**What to produce**
Copy the lines from the start of the records below through the line containing "2px #888c9c) drop-shadow(0", both included, and leave out the pictures.

(Data excerpts Opens)

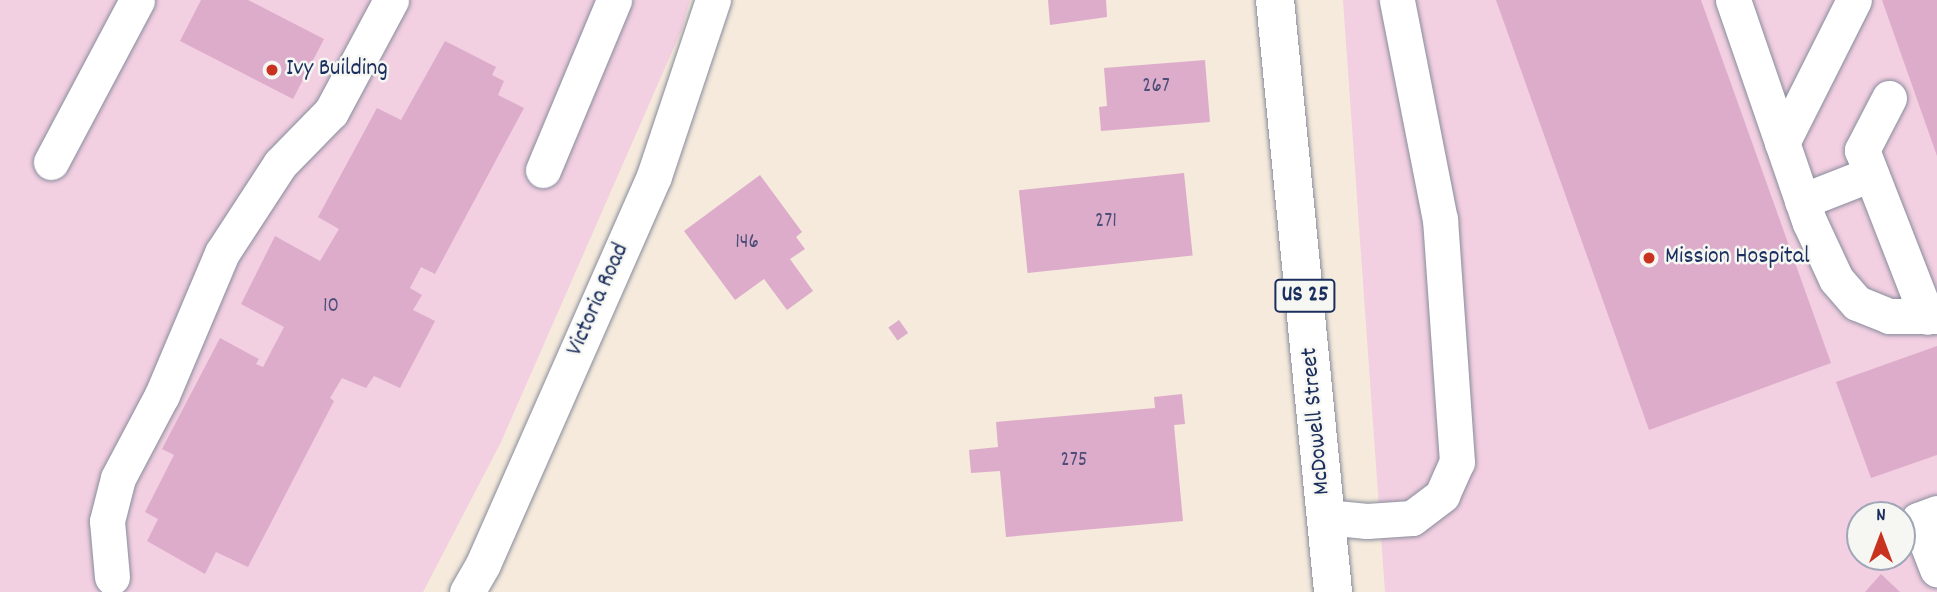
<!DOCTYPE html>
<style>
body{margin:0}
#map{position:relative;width:1937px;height:592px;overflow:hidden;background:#f5eadb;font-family:Dekko,sans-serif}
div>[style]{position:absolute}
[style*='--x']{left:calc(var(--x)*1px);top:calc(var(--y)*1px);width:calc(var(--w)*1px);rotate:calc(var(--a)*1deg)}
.built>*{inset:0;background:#f2cfe1}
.building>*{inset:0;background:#ddacca;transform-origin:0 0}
.roads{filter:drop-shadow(0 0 2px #888c9c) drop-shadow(0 0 2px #888c9c)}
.minor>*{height:35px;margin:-17.5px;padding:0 17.5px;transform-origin:17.5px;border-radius:17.5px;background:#fff}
.major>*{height:38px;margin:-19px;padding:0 19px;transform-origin:19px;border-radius:19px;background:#fff}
.dots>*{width:19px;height:19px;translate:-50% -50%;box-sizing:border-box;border:4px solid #f6f6f2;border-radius:50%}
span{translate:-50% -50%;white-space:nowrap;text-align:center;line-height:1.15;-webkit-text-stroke:5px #f6f6f2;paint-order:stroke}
.number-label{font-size:21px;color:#4c4e79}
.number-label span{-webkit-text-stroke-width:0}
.shield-label span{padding:2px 5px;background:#f6f6f2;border:2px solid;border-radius:5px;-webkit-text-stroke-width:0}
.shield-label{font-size:23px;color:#1b2f5e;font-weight:700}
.poi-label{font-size:24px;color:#1b2f5e}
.left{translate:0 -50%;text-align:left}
.street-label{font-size:24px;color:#1b2f5e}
.north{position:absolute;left:1846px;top:501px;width:70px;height:70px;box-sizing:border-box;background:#f6f6f2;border:2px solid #9ea6b7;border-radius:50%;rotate:0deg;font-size:19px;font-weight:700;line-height:28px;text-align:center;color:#1b2f5e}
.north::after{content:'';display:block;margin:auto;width:24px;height:32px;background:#c8321e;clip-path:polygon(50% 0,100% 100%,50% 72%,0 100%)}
</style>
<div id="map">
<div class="built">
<i style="clip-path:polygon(0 0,690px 0,682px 29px,501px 442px,423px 592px,0 592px)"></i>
<i style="clip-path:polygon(evenodd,1343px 0,1937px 0,1937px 592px,1385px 592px,1343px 0,1860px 515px,1902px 515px,1902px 557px,1860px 557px,1860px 515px)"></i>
</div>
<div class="building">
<i style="clip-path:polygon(201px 0,248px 0,324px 39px,293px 99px,180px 41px)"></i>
<i style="clip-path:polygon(1048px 0,1106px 0,1107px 17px,1050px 25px)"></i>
<i style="clip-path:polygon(1496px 0,1701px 0,1831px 363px,1649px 430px)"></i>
<i style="clip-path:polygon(1882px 0,1937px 0,1937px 156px)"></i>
<i style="clip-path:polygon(445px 41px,496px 67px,492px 75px,504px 81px,498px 95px,524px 108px,435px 274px,421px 267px,410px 288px,422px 295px,413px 310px,435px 321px,400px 388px,374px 376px,366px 388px,342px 378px,330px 398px,334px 401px,248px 567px,216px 552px,205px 574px,147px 541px,158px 519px,145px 512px,174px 455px,162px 449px,220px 338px,259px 359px,256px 364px,263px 367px,284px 327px,241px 304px,275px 236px,320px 261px,339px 229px,318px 217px,377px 108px,401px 120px)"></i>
<i style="clip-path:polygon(1205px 60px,1210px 122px,1101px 131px,1099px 107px,1107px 106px,1104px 68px)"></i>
<i style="left:1184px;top:173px;width:83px;height:166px;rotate:84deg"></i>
<i style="clip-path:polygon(760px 175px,802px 232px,796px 237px,805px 249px,790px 259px,813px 291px,787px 310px,764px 279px,735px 300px,684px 231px)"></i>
<i style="left:899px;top:320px;width:16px;height:13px;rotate:55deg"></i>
<i style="clip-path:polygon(1937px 346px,1937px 455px,1871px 478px,1836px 382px)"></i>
<i style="clip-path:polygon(1182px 394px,1185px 424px,1174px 425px,1183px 521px,1006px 537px,1000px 471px,971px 473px,969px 450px,998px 447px,996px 422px,1155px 408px,1154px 397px)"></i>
<i style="clip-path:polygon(1881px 574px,1900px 592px,1865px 592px)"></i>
</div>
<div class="roads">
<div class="minor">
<i style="--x:1733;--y:0;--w:236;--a:71"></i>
<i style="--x:1810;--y:223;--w:62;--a:65.1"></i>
<i style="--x:1836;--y:279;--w:32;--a:49"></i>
<i style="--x:1857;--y:303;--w:35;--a:22"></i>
<i style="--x:1889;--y:316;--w:48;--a:0"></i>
<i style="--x:1889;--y:98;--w:59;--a:117.4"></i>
<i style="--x:1862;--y:150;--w:179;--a:68.7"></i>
<i style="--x:1782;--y:143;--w:160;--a:-63.3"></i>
<i style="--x:51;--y:162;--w:183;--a:-62"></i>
<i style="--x:543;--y:170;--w:184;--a:-67.3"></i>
<i style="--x:1802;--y:201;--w:74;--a:-21.4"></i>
<i style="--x:1937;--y:513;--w:20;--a:160"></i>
<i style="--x:1918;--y:520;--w:53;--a:68.8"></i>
<i style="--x:1326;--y:517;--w:41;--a:5.6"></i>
<i style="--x:1367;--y:521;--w:45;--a:-3.8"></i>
<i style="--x:1412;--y:518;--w:38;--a:-37"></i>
<i style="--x:1442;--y:495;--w:36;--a:-66"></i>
<i style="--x:1457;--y:462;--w:243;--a:-94"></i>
<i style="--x:1440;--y:220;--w:224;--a:-101.1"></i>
<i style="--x:112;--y:577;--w:56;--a:-95.1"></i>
<i style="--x:107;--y:521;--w:44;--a:-75.7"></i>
<i style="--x:118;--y:478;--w:94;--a:-62.1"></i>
<i style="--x:162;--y:395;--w:154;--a:-67.1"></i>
<i style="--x:222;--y:253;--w:106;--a:-56.9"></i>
<i style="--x:280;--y:164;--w:73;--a:-45.6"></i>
<i style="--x:331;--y:112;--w:127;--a:-61.8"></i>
<i style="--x:467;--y:592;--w:32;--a:-60"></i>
<i style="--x:483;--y:564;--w:424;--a:-66.2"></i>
<i style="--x:654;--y:176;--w:186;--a:-71.5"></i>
</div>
<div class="major">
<i style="--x:1275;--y:0;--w:595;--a:84.4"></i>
</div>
</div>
<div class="dots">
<i style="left:272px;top:70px;background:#c8321e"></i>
<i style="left:1649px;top:258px;background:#c8321e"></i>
</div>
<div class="number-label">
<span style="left:1156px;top:87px">267</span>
<span style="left:1106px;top:222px">271</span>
<span style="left:747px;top:243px">146</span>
<span style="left:331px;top:307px">10</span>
<span style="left:1074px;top:461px">275</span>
</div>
<div class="shield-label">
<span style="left:1305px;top:296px">US 25</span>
</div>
<div class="poi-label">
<span class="left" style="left:286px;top:70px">Ivy Building</span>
<span class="left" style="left:1665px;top:258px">Mission Hospital</span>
</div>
<div class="street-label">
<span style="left:599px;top:300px;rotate:-66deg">Victoria Road</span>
<span style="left:1317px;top:421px;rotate:-95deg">McDowell Street</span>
</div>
<div class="north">N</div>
</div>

(Data excerpts Closes)

**Expected answer**
<!DOCTYPE html>
<style>
body{margin:0}
#map{position:relative;width:1937px;height:592px;overflow:hidden;background:#f5eadb;font-family:Dekko,sans-serif}
div>[style]{position:absolute}
[style*='--x']{left:calc(var(--x)*1px);top:calc(var(--y)*1px);width:calc(var(--w)*1px);rotate:calc(var(--a)*1deg)}
.built>*{inset:0;background:#f2cfe1}
.building>*{inset:0;background:#ddacca;transform-origin:0 0}
.roads{filter:drop-shadow(0 0 2px #888c9c) drop-shadow(0 0 2px #888c9c)}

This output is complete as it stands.